Effect of Dimerization on the Stability and Catalytic Activity of Dihydrofolate Reductase from the Hyperthermophile Thermotoga maritima

Abstract

In contrast to all other chromosomally encoded dihydrofolate reductases characterized so far, dihydrofolate reductase (DHFR) from the hyperthermophile Thermotoga maritima forms a highly stable dimer. The dimer interface involves residues whose mobility is important for catalysis in monomeric DHFRs. Here, we report the generation of a variant of DHFR from T. maritima, TmDHFR-V11D, in which a single amino acid replacement was sufficient to favor the monomeric form of the enzyme in the presence of the nondenaturing zwitterionic detergent 3-[(3-cholamidopropyl)dimethylammonio]-1-propanesulfonate. The free energy of stabilization of monomeric TmDHFR-V11D was 15 kJ mol(-1) lower than that of the wild-type dimer, while the melting temperature of monomeric TmDHFR-V11D was comparable to that of monomeric DHFR from the thermophile Bacillus stearothermophilus, supporting the hypothesis that oligomerization is required to achieve the thermal stabilities necessary for activity at temperatures optimal for growth of hyperthermophiles.
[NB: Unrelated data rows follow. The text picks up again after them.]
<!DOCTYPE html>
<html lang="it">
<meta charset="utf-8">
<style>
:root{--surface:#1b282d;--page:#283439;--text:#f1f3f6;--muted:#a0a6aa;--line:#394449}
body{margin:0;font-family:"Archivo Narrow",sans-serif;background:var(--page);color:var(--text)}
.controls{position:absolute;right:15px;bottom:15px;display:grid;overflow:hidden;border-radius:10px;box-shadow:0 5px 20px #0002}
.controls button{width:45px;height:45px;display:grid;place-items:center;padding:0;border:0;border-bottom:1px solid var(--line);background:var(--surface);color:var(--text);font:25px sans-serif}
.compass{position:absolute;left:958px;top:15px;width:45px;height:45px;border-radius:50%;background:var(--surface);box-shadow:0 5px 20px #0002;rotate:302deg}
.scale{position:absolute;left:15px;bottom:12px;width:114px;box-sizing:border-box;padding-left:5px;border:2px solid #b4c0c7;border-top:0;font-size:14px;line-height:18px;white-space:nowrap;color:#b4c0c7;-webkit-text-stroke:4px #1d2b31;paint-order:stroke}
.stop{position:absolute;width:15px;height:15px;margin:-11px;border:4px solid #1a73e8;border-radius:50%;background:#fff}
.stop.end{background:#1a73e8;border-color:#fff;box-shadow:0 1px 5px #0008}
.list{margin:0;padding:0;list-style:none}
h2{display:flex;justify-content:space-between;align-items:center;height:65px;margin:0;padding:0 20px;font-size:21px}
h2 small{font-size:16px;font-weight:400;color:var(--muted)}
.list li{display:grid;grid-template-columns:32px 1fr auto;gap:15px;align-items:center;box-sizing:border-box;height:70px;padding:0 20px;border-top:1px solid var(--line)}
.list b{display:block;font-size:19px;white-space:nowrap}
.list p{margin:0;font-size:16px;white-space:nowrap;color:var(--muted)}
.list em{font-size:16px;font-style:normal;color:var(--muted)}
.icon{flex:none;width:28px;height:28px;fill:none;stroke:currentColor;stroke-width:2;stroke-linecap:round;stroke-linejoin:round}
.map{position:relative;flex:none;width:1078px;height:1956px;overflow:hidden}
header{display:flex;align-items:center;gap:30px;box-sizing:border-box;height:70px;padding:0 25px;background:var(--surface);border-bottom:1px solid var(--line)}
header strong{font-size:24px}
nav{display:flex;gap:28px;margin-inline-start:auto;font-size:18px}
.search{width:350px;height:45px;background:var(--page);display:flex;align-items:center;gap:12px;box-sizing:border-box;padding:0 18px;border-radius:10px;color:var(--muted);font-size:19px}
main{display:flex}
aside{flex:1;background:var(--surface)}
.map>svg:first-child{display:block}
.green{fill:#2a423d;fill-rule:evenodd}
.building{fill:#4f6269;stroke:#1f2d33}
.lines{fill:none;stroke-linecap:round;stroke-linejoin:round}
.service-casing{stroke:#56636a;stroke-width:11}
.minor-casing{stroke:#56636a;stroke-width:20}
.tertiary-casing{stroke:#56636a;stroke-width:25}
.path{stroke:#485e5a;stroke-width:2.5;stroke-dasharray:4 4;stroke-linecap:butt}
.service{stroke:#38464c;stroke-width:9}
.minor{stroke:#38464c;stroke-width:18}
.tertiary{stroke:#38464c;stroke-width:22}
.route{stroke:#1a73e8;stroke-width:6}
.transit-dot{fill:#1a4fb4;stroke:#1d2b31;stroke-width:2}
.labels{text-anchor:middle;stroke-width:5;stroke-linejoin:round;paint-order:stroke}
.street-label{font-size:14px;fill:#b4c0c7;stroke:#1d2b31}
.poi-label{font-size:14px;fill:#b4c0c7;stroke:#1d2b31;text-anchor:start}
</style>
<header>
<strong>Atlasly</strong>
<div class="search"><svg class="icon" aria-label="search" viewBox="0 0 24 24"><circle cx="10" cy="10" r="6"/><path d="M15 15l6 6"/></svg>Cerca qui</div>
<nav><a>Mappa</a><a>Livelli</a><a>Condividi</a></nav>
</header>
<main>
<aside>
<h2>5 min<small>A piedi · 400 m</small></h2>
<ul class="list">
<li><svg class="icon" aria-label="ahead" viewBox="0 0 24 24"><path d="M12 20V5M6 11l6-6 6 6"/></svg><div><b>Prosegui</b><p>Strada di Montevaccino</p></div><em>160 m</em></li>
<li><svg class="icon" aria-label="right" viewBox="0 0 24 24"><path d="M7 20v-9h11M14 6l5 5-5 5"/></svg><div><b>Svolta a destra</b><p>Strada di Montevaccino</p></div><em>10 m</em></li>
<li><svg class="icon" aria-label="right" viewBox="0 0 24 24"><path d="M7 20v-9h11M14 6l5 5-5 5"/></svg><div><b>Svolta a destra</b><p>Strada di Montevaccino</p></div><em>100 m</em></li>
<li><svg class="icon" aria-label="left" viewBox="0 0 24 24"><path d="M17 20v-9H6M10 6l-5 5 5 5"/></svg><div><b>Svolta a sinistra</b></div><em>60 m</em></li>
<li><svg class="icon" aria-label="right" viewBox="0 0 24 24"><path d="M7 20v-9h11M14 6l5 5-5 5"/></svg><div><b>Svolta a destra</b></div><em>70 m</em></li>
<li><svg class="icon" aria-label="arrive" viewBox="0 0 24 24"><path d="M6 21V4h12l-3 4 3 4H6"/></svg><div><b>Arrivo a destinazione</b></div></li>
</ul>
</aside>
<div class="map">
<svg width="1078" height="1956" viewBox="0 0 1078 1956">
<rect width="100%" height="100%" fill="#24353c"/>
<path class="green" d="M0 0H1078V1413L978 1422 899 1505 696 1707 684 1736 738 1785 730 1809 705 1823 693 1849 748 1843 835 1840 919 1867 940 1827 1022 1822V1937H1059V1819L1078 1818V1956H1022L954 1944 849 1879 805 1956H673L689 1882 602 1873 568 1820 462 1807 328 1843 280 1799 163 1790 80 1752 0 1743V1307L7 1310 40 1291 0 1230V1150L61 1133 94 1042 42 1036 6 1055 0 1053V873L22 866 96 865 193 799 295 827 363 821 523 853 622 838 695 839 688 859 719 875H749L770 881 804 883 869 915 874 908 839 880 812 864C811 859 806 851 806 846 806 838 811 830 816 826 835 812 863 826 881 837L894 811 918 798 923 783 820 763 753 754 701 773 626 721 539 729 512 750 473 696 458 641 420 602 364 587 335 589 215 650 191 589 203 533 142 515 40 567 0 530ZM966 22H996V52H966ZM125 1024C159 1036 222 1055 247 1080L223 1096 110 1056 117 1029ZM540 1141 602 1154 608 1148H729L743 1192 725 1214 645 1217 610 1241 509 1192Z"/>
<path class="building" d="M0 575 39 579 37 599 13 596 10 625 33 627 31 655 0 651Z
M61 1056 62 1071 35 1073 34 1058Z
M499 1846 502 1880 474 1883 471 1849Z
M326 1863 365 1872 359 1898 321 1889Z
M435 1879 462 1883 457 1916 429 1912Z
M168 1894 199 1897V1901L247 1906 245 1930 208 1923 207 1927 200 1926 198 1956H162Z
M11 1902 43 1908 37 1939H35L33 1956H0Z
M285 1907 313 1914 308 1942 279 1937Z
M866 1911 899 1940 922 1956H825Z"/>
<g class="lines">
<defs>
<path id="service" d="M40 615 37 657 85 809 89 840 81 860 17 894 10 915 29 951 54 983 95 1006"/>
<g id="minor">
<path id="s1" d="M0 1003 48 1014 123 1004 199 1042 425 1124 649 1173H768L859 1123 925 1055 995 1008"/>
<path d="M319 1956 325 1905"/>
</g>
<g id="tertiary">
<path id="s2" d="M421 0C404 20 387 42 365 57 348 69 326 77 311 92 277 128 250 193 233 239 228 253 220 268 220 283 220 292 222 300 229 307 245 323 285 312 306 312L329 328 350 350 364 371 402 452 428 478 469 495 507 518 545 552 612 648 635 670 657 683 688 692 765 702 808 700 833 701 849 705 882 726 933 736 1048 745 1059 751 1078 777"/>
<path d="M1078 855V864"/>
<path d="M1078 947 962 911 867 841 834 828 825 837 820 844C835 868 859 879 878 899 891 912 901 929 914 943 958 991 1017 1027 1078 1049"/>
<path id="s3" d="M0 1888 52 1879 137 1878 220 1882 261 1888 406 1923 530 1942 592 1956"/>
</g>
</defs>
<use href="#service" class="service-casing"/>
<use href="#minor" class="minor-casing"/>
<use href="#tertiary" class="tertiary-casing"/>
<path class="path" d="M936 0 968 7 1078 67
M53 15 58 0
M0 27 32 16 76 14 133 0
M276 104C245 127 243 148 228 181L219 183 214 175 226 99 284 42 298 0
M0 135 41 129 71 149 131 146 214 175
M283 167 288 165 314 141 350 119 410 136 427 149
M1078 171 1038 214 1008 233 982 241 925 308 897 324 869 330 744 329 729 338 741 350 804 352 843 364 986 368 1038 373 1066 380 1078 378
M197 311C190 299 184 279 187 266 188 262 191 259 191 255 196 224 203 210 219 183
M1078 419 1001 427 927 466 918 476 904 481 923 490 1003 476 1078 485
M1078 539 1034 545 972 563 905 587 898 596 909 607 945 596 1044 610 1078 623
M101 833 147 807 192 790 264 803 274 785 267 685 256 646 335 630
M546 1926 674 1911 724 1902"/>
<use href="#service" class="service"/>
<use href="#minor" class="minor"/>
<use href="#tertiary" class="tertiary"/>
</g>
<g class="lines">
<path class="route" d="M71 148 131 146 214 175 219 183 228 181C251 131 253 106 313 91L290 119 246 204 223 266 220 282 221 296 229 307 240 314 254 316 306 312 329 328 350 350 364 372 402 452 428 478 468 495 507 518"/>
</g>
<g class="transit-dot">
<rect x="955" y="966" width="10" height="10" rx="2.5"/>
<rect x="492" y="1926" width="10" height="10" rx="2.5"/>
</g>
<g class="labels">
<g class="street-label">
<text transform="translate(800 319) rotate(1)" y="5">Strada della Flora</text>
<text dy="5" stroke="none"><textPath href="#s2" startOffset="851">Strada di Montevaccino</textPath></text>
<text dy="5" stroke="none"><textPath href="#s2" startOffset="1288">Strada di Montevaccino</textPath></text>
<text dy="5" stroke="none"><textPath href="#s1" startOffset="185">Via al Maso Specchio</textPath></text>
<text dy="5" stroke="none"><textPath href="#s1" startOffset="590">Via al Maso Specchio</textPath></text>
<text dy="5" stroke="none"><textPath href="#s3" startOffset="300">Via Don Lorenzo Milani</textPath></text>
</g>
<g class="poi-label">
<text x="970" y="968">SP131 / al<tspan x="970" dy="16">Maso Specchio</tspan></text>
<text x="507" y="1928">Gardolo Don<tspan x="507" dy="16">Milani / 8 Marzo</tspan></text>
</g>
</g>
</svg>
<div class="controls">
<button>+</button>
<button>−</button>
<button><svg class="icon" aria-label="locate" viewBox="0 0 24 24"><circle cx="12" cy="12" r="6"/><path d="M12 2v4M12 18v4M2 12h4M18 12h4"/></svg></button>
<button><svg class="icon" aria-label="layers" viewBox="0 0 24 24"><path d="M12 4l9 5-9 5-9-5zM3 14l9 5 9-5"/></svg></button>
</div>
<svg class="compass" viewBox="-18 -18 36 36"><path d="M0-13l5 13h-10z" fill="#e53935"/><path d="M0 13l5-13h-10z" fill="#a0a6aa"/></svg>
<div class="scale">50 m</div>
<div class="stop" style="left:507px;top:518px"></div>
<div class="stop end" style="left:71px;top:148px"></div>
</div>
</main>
Both the steady-state turnover numbers and rates of hydride transfer were reduced in TmDHFR-V11D. However, a similar reduction of the rate constants was observed in a different variant, TmDHFR-V126E, which remained as a dimer under all experimental conditions used here. Monomeric TmDHFR-V11D had a similar rate of hydride transfer to the dimeric form, but a reduced steady-state turnover rate. Intersubunit motions therefore appear to be less important than correlated motions within individual subunits for TmDHFR-catalyzed hydride transfer, but are critical to the overall progression of the catalytic cycle. Hence, the reduced catalytic activity of TmDHFR relative to the monomeric Escherichia coli enzyme is not caused by rigidity resulting from dimerization, but is a subtle consequence of the sequence and structure of its subunits, which appear to have evolved to allow thermostability at the expense of catalysis.